Medical Policy

Subject: Implantable Interstitial Glucose Sensors
Document #: MED.00121 Current Effective Date:    09/27/2017
Status: Reviewed Last Review Date:    08/03/2017


This document addresses the use of implantable interstitial glucose sensors (for example, the Eversense™ Continuous Glucose Monitoring System [Senseonics, Germantown, MD]). Such devices have been proposed as an alternative method of continuous interstitial glucose monitoring.  These devices are inserted subcutaneously into the upper arm for up to 90 days and then removed or replaced.

For more information regarding interstitial glucose monitoring, please see:

Position Statement

Investigational and Not Medically Necessary:

Use of implantable interstitial glucose sensors is considered investigational and not medically necessary for all indications.


At this time, there are no U.S. Food and Drug Administration (FDA) approved subcutaneously implanted continuous interstitial glucose monitoring (CIGM) sensors.
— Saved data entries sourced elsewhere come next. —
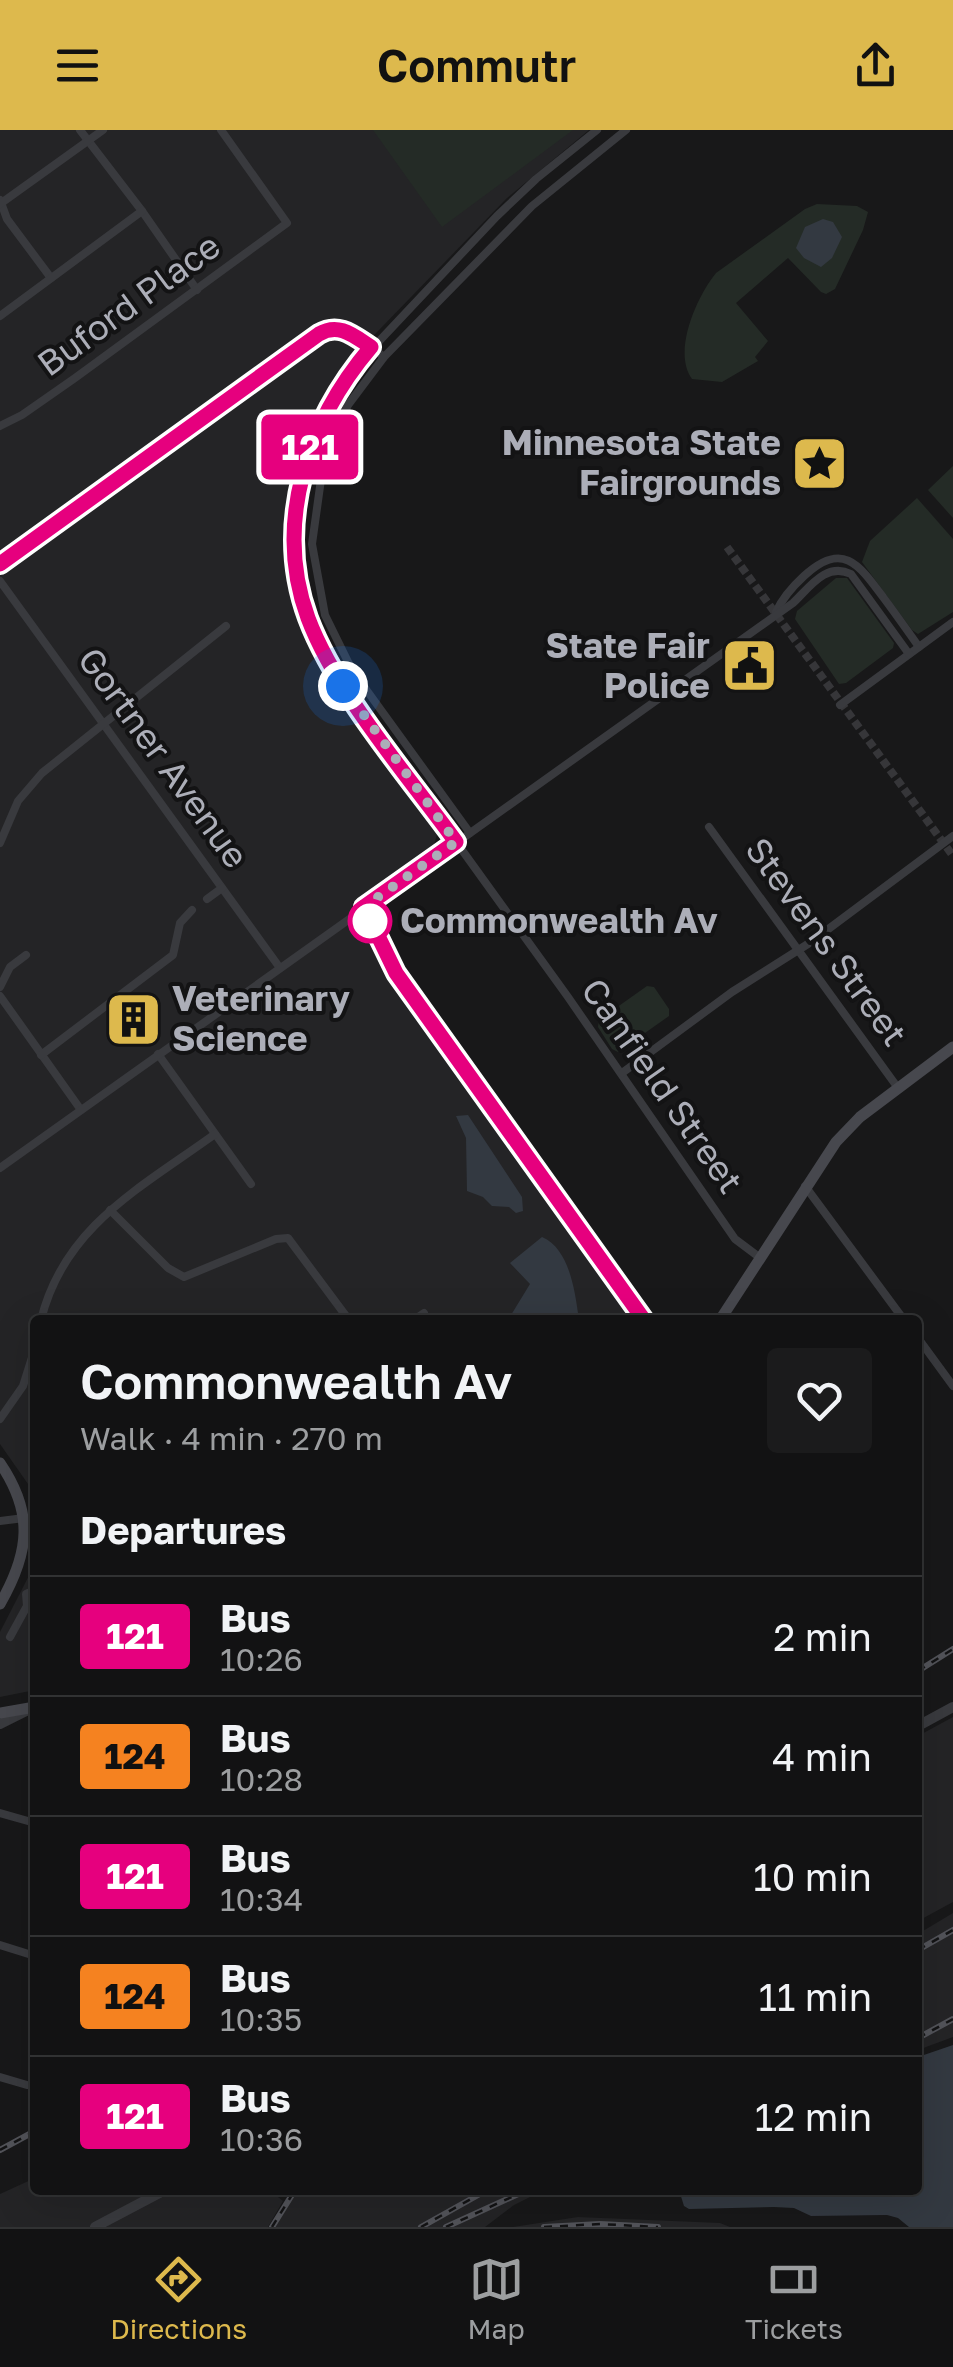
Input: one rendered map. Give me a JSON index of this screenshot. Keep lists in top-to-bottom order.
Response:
{
  "streets": {
    "street": [
      "Buford Place",
      "Gortner Avenue",
      "Stevens Street",
      "Canfield Street"
    ]
  },
  "places": {
    "place": ["Minnesota State Fairgrounds"],
    "public building": ["State Fair Police"],
    "other": ["Commonwealth Av"],
    "building": ["Veterinary Science"]
  },
  "lines": ["bus line 121"],
  "page": {
    "header": "Commutr",
    "on_map": "121",
    "heading": [
      ["Commonwealth Av", "Walk · 4 min · 270 m"],
      "Departures"
    ],
    "list": [
      {
        "mark": "121",
        "name": "Bus",
        "note": "10:26",
        "value": "2 min"
      },
      {
        "mark": "124",
        "name": "Bus",
        "note": "10:28",
        "value": "4 min"
      },
      {
        "mark": "121",
        "name": "Bus",
        "note": "10:34",
        "value": "10 min"
      },
      {
        "mark": "124",
        "name": "Bus",
        "note": "10:35",
        "value": "11 min"
      },
      {
        "mark": "121",
        "name": "Bus",
        "note": "10:36",
        "value": "12 min"
      }
    ],
    "tabs": ["Directions", "Map", "Tickets"]
  }
}
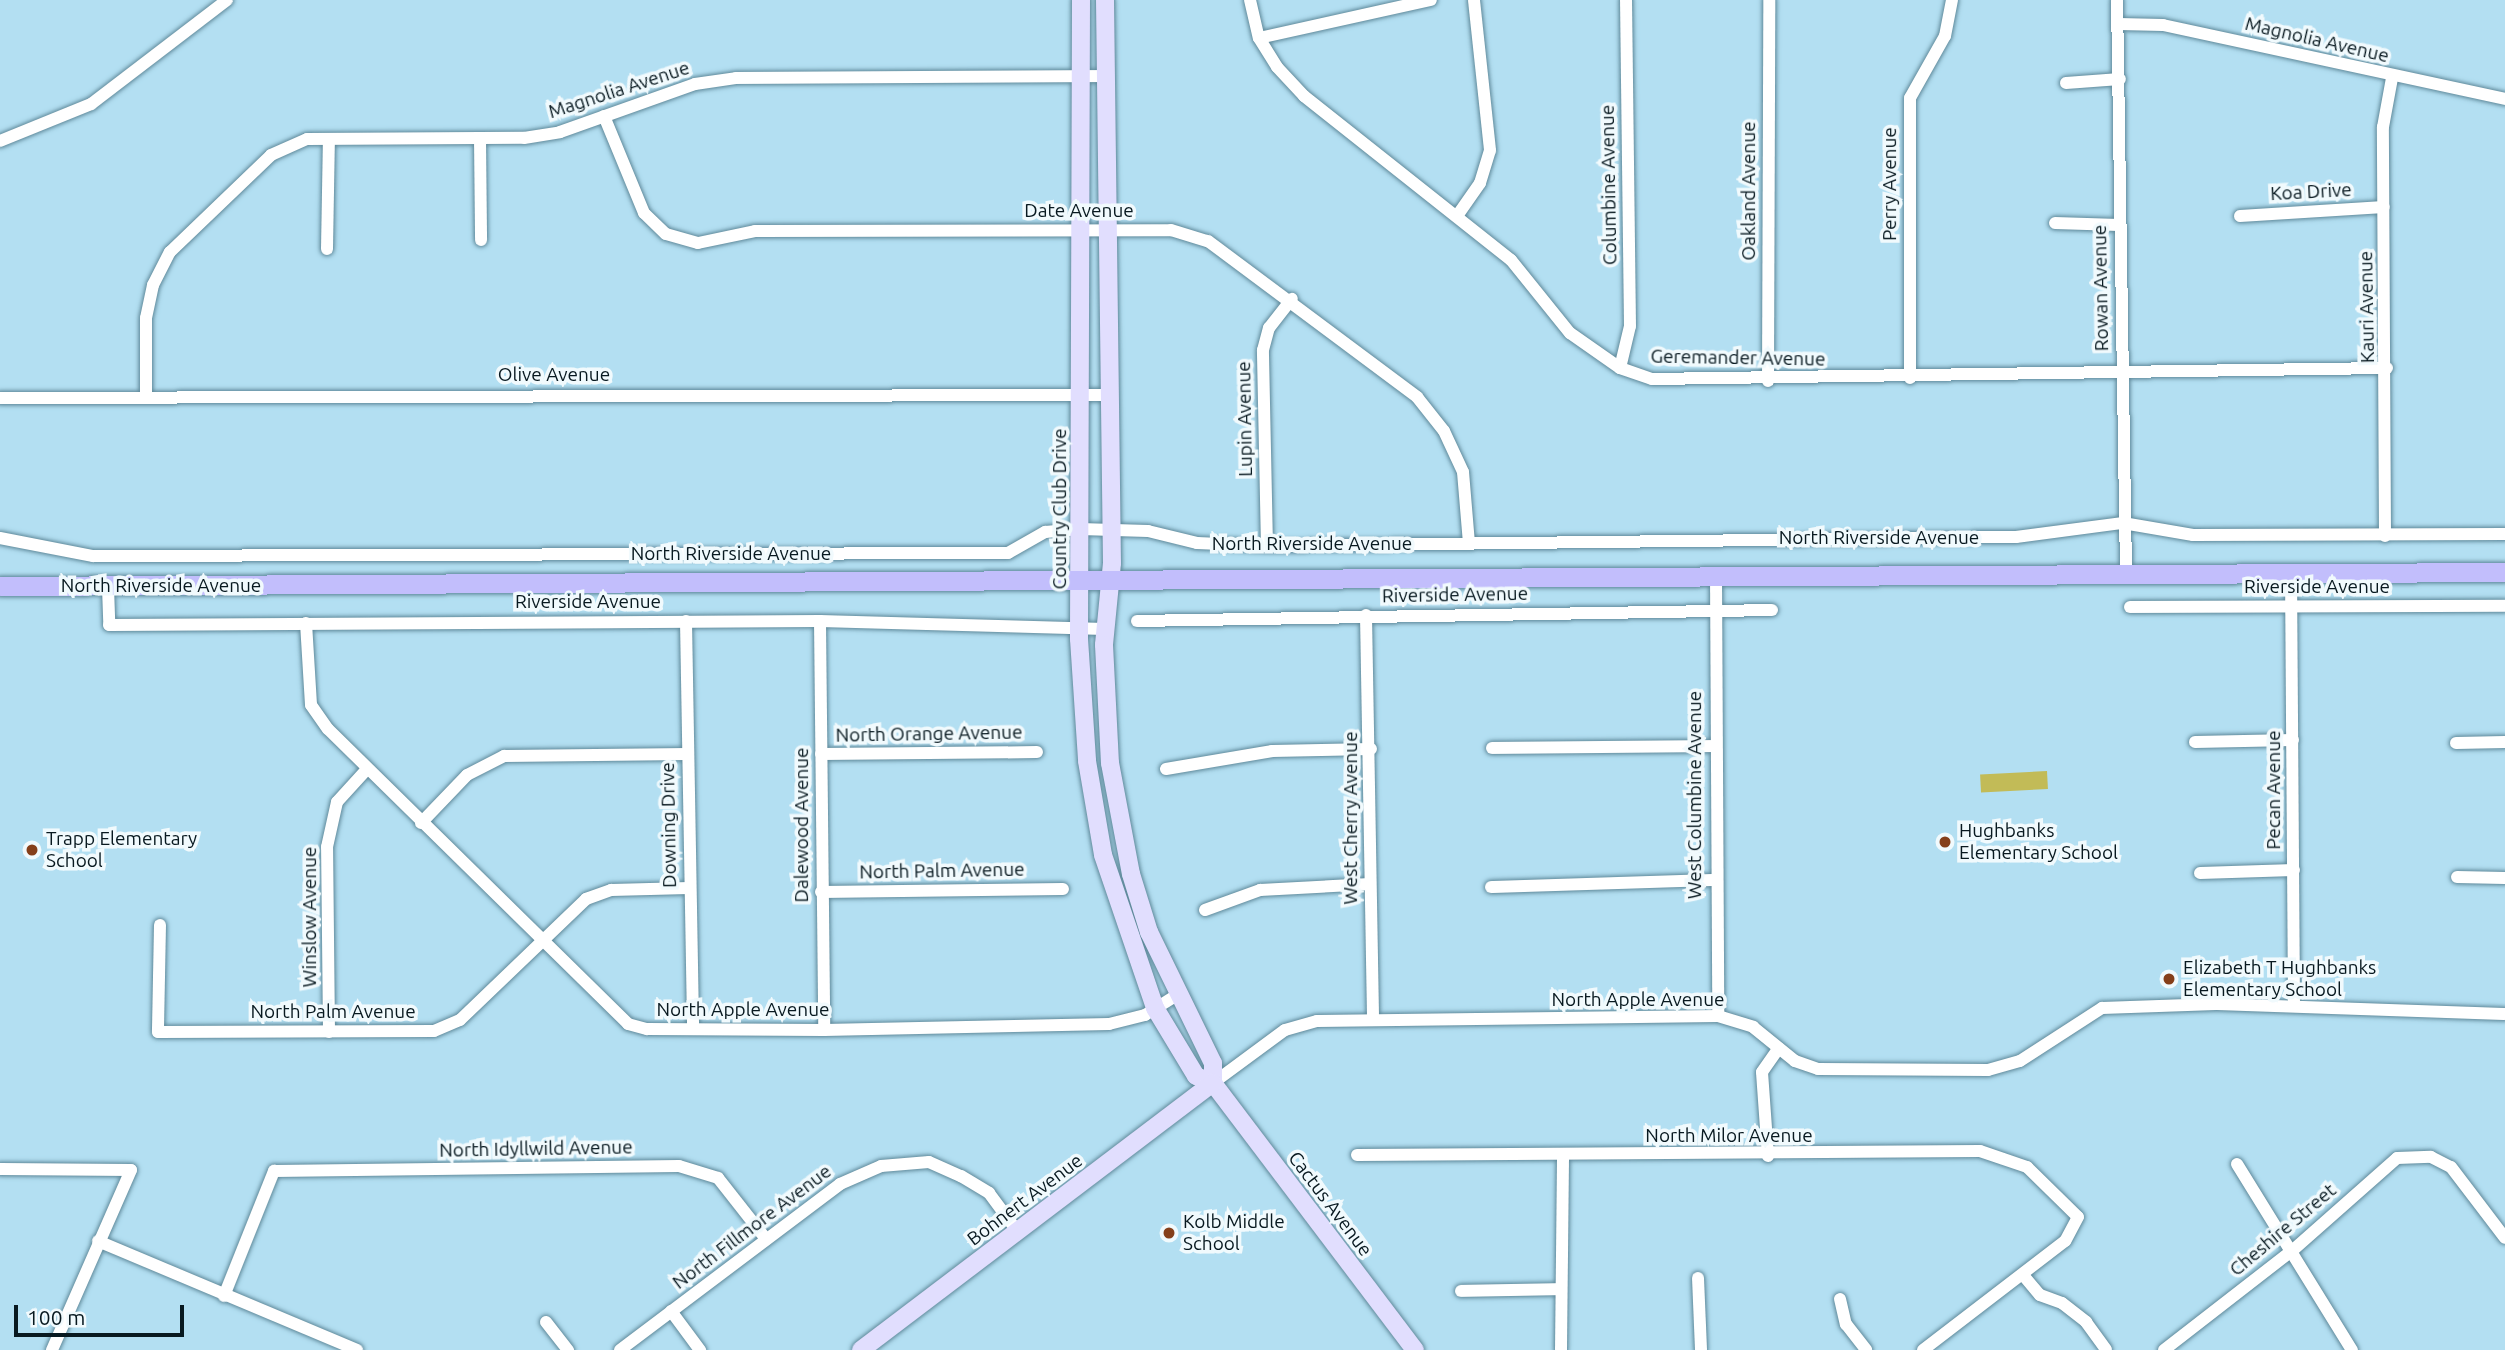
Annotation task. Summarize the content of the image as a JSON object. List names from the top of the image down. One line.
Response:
{"streets":{"main road":["North Riverside Avenue"],"street":["Magnolia Avenue","Perry Avenue","Columbine Avenue","Oakland Avenue","Koa Drive","Date Avenue","Rowan Avenue","Kauri Avenue","Geremander Avenue","Olive Avenue","Lupin Avenue","Country Club Drive","Riverside Avenue","North Orange Avenue","Pecan Avenue","West Columbine Avenue","West Cherry Avenue","Downing Drive","Dalewood Avenue","North Palm Avenue","Winslow Avenue","North Apple Avenue","North Milor Avenue","North Idyllwild Avenue","Bohnert Avenue","Cactus Avenue","North Fillmore Avenue","Cheshire Street"]},"crossings":[["Magnolia Avenue","Date Avenue"],["Magnolia Avenue","Rowan Avenue"],["Magnolia Avenue","Kauri Avenue"],["Magnolia Avenue","Olive Avenue"],["Magnolia Avenue","Country Club Drive"],["Perry Avenue","Geremander Avenue"],["Columbine Avenue","Geremander Avenue"],["Oakland Avenue","Geremander Avenue"],["Koa Drive","Kauri Avenue"],["Date Avenue","Lupin Avenue"],["Date Avenue","Country Club Drive"],["Date Avenue","North Riverside Avenue"],["Rowan Avenue","Geremander Avenue"],["Rowan Avenue","North Riverside Avenue"],["Kauri Avenue","Geremander Avenue"],["Kauri Avenue","North Riverside Avenue"],["Olive Avenue","Country Club Drive"],["Lupin Avenue","North Riverside Avenue"],["Country Club Drive","North Riverside Avenue"],["Country Club Drive","Riverside Avenue"],["Country Club Drive","North Apple Avenue"],["Country Club Drive","Bohnert Avenue"],["Country Club Drive","Cactus Avenue"],["North Riverside Avenue","Riverside Avenue"],["North Riverside Avenue","Pecan Avenue"],["North Riverside Avenue","West Columbine Avenue"],["Riverside Avenue","Pecan Avenue"],["Riverside Avenue","West Columbine Avenue"],["Riverside Avenue","West Cherry Avenue"],["Riverside Avenue","Downing Drive"],["Riverside Avenue","Dalewood Avenue"],["Riverside Avenue","North Apple Avenue"],["North Orange Avenue","Dalewood Avenue"],["Pecan Avenue","North Apple Avenue"],["West Columbine Avenue","North Apple Avenue"],["West Cherry Avenue","North Apple Avenue"],["Downing Drive","North Palm Avenue"],["Downing Drive","North Apple Avenue"],["Dalewood Avenue","North Palm Avenue"],["Dalewood Avenue","North Apple Avenue"],["North Palm Avenue","Winslow Avenue"],["North Palm Avenue","North Apple Avenue"],["Winslow Avenue","North Apple Avenue"],["North Apple Avenue","Bohnert Avenue"],["North Apple Avenue","Cactus Avenue"],["North Idyllwild Avenue","North Fillmore Avenue"],["Bohnert Avenue","Cactus Avenue"],["Bohnert Avenue","North Fillmore Avenue"]],"places":["Hughbanks Elementary School","Trapp Elementary School","Elizabeth T Hughbanks Elementary School","Kolb Middle School"],"scale_bar":"100 m"}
The available published evidence addressing the use of these devices is limited.  The largest published study to date reported the results of the PRECISE trial, a prospective pivotal trial involving 71 subjects with type 1 diabetes (Kropff, 2017).  Subjects had the Eversense device implanted for 180 days and used the device continuously throughout the study period.  Additionally, subjects underwent five 24-hour and three 8-hour in-clinic device performance assessments, as well as baseline and 2-week post-explantation visits.  At the implantation visit, one device was implanted into both upper arms of the subjects.  Subjects were allowed to choose the location and sensor to be used as the primary study sensor.  A transmitter was then worn over the primary sensor and calibrated twice daily with blood glucose testing.  The secondary sensor was used during the eight performance evaluations.  Overall, 6 subjects withdrew from the trial and an additional 6 had electronic or mechanical failure of their devices.  Data for these subjects was censored.  An additional 5 subjects required replacement of faulty sensors within 3 months.  Both subjects and investigators were blinded to the CIGM values during the performance evaluations.  However, CIGM data was available to the subjects throughout other periods of the study and was used to guide self-treatment decisions after blood glucose confirmation.  The authors noted that the performance of the Eversense device in the hypoglycemic range, (≤ 75 mg/dL), was less than the overall performance (21.7% vs. 11.6% mean absolute relative difference [MARD], p<0.001).  A significant decrease in sensor accuracy was noted in the last month of sensor operation.  HbA1c was reported to have improved from a mean of 7.45% at baseline to 7.19% at study completion (p<0.001).  Clinical performance, estimated by Clark Error Grid Analysis, indicated 99.2% of samples were in the clinically acceptable error zones A (84.3%) and B (14.9%).  Alarm performance during the in-clinic studies resulted in an 81% detection rate for hypoglycemia (< 70 mg/dL) and 88% detection rate for hyperglycemia (> 180 mg/dL).  No severe procedure- or device-related adverse events were reported.  These results are promising, but additional study is needed to more fully understand the benefits and hazards of the implantable interstitial glucose sensor over conventional transcutaneous CIGM devices.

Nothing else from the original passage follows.